In order to demonstrate the tolerant ability of the input signal error probability of the system more intuitively, we extracted several fixed
Y and the corresponding
from
Figure 10. These lead to
Table 1. Let us take
Y = 0.7 as an example; when input
Y has a probability of 70% of being stimulated (means 30% error probability), any stimulated probability smaller than 23.1% of the other input
X can be accepted. That is to say, the system can tolerate error probabilities of 30% and 23.1% for the inputs
Y and
X. Other situations are similar, so we omit them here. It also can be obtained that the maximum input signal error probability that the system can tolerant is 0.3924 (39.24%); namely, the input signal error threshold is 0.3924.
5. Conclusions
In order to make systems based on unreliable nanoelectronics reliable, it is necessary to design fault-tolerant architectures. This paper can be seen as a part of the endeavor devoted to this work. In this paper, we have studied a new fault-tolerant architecture for nanocomputers: XOR multiplexing.

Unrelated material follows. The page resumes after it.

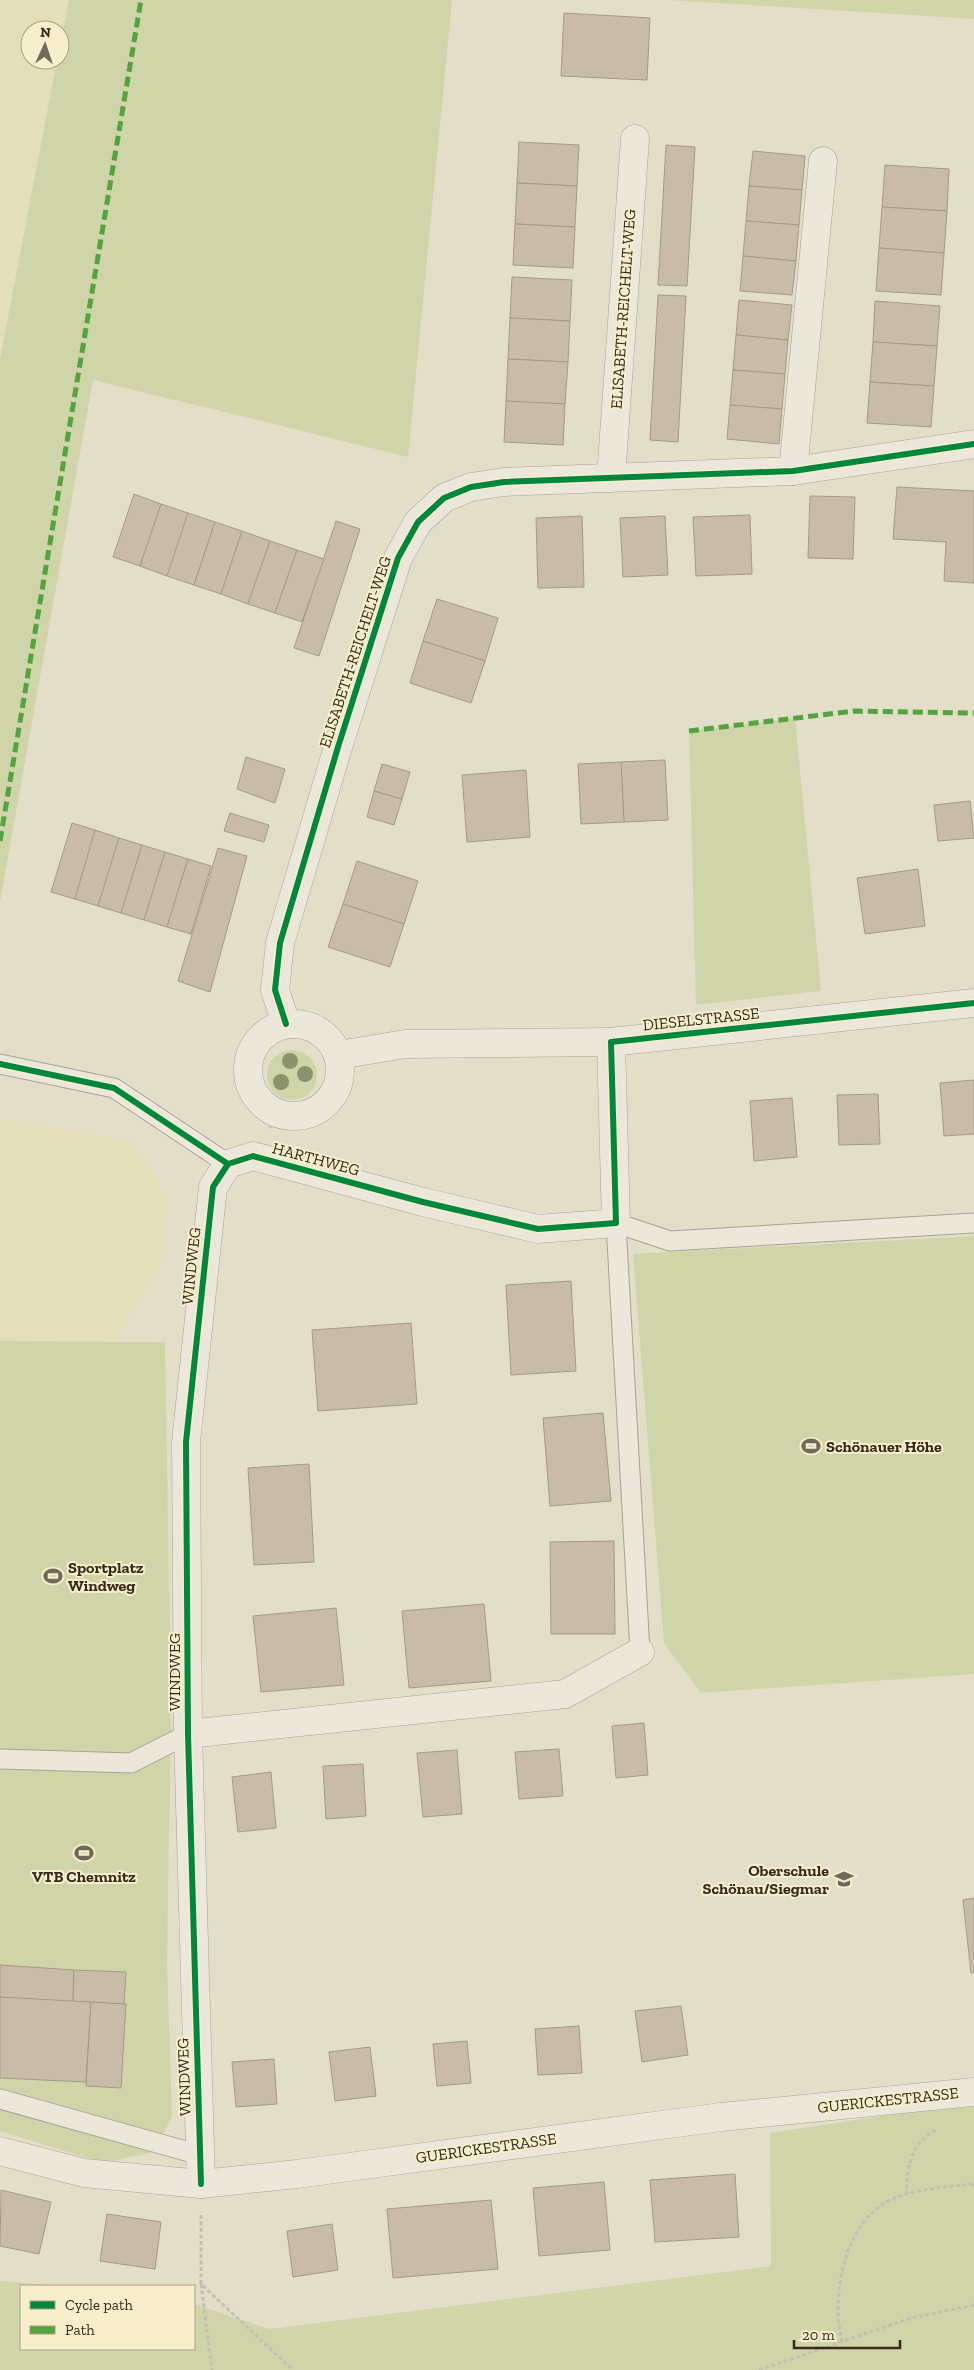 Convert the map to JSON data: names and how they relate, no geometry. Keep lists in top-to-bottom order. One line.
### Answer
{"streets":{"street":["ELISABETH-REICHELT-WEG","DIESELSTRASSE","HARTHWEG","WINDWEG","GUERICKESTRASSE"]},"crossings":[["ELISABETH-REICHELT-WEG","DIESELSTRASSE"],["HARTHWEG","WINDWEG"],["WINDWEG","GUERICKESTRASSE"]],"places":{"sports":["Schönauer Höhe","Sportplatz Windweg","VTB Chemnitz"],"school or university":["Oberschule Schönau/Siegmar"]},"legend":["Cycle path","Path"],"scale_bar":"20 m","north":"top"} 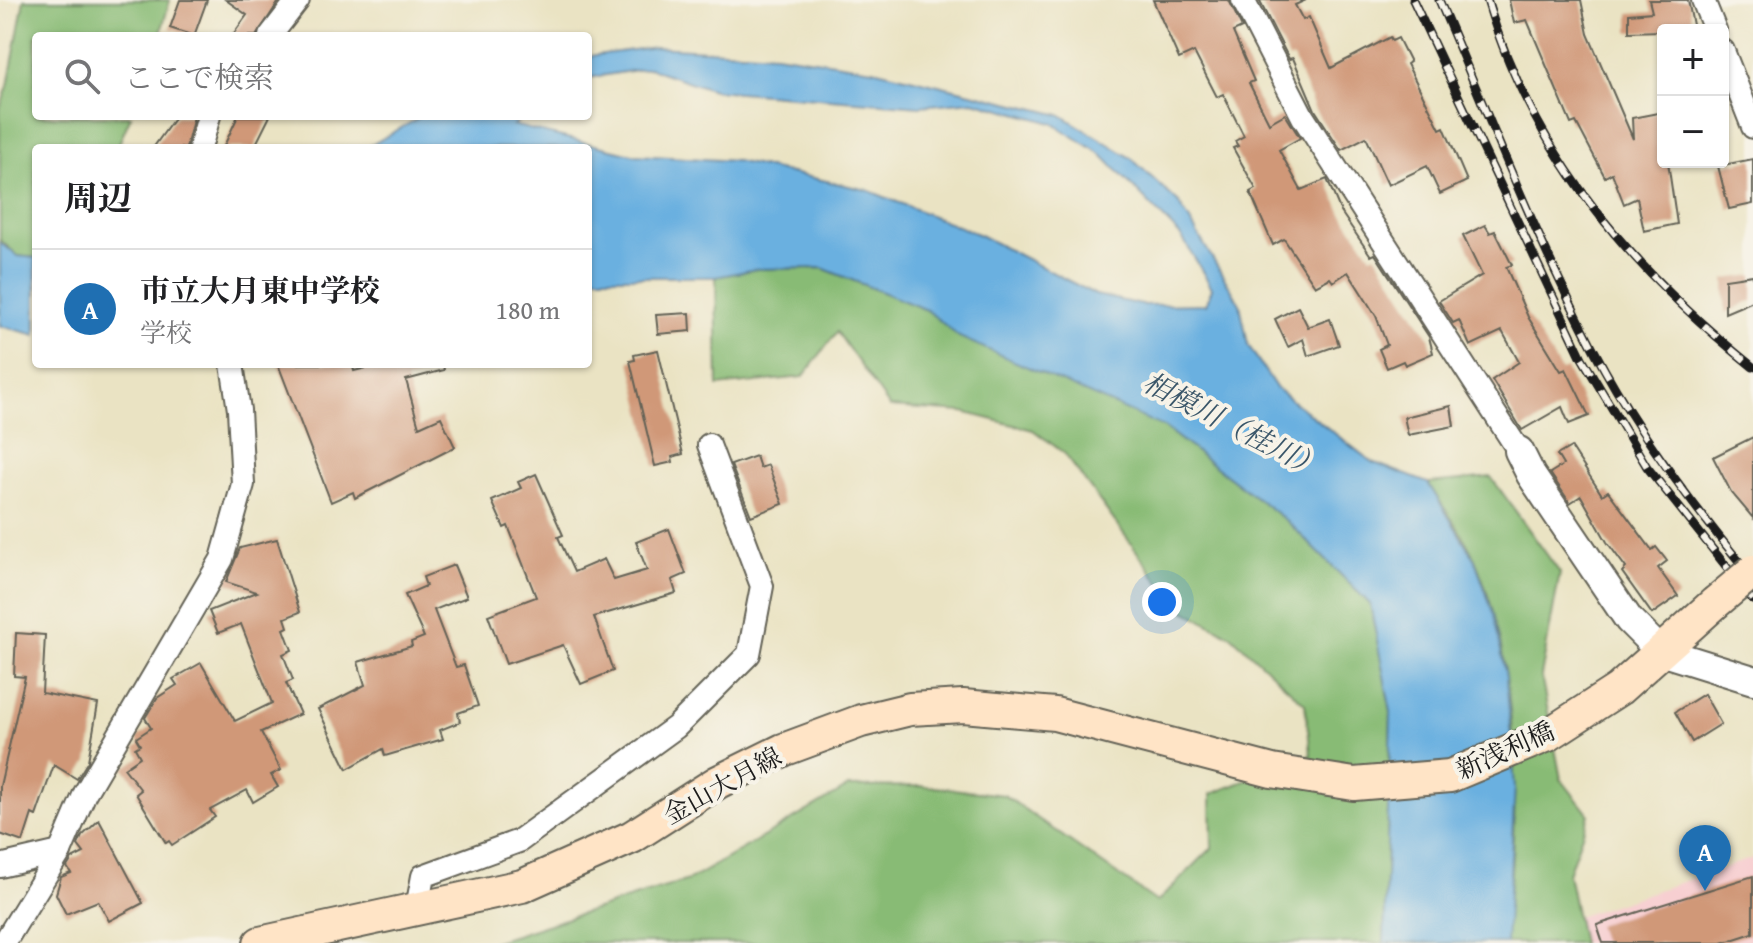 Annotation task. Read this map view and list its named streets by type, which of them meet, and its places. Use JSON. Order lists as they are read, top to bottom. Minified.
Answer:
{"streets":{"main road":["新浅利橋","金山大月線"]},"crossings":[["新浅利橋","金山大月線"]],"water":["相模川（桂川）"],"page":{"map_buttons":["+","−"],"search":"ここで検索","heading":"周辺","list":[{"mark":"A","name":"市立大月東中学校","note":"学校","value":"180 m"}],"pins":"A"}}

This fault-tolerant technique, based on a massive duplication of imperfect devices and randomized interconnections, was comprehensively studied. We have analyzed the error distributions of the XOR multiplexing unit and multiple stages of the XOR multiplexing system, then compared them with the NAND multiplexing technique. Analysis results have shown that the XOR multiplexing system has more stages to improve the fault tolerance. Comparison results have shown that the XOR multiplexing unit is more reliable, since it produces fewer faulty outputs than the NAND multiplexing unit. The fault tolerance ability analysis results have shown that the system has a high gate error tolerant ability and is expected to work at an acceptable reliability level when inputs have different logic states, and expected to work at a much higher reliability level when inputs have the same logic state. Although the conceived fault-tolerant architecture requires a rather large number of redundant components, which makes it inefficient for protection against permanent faults, it might be a system solution for the ultra large integration of highly unreliable nanometer-scale devices affected by dominant transient errors. Hence, this architecture is potentially effective in protection against transient faults for systems based on unreliable nanometer-scale devices. In the future, we hope to be dedicated to improving this technique so that it has a better fault-tolerant performance and a lower system redundancy.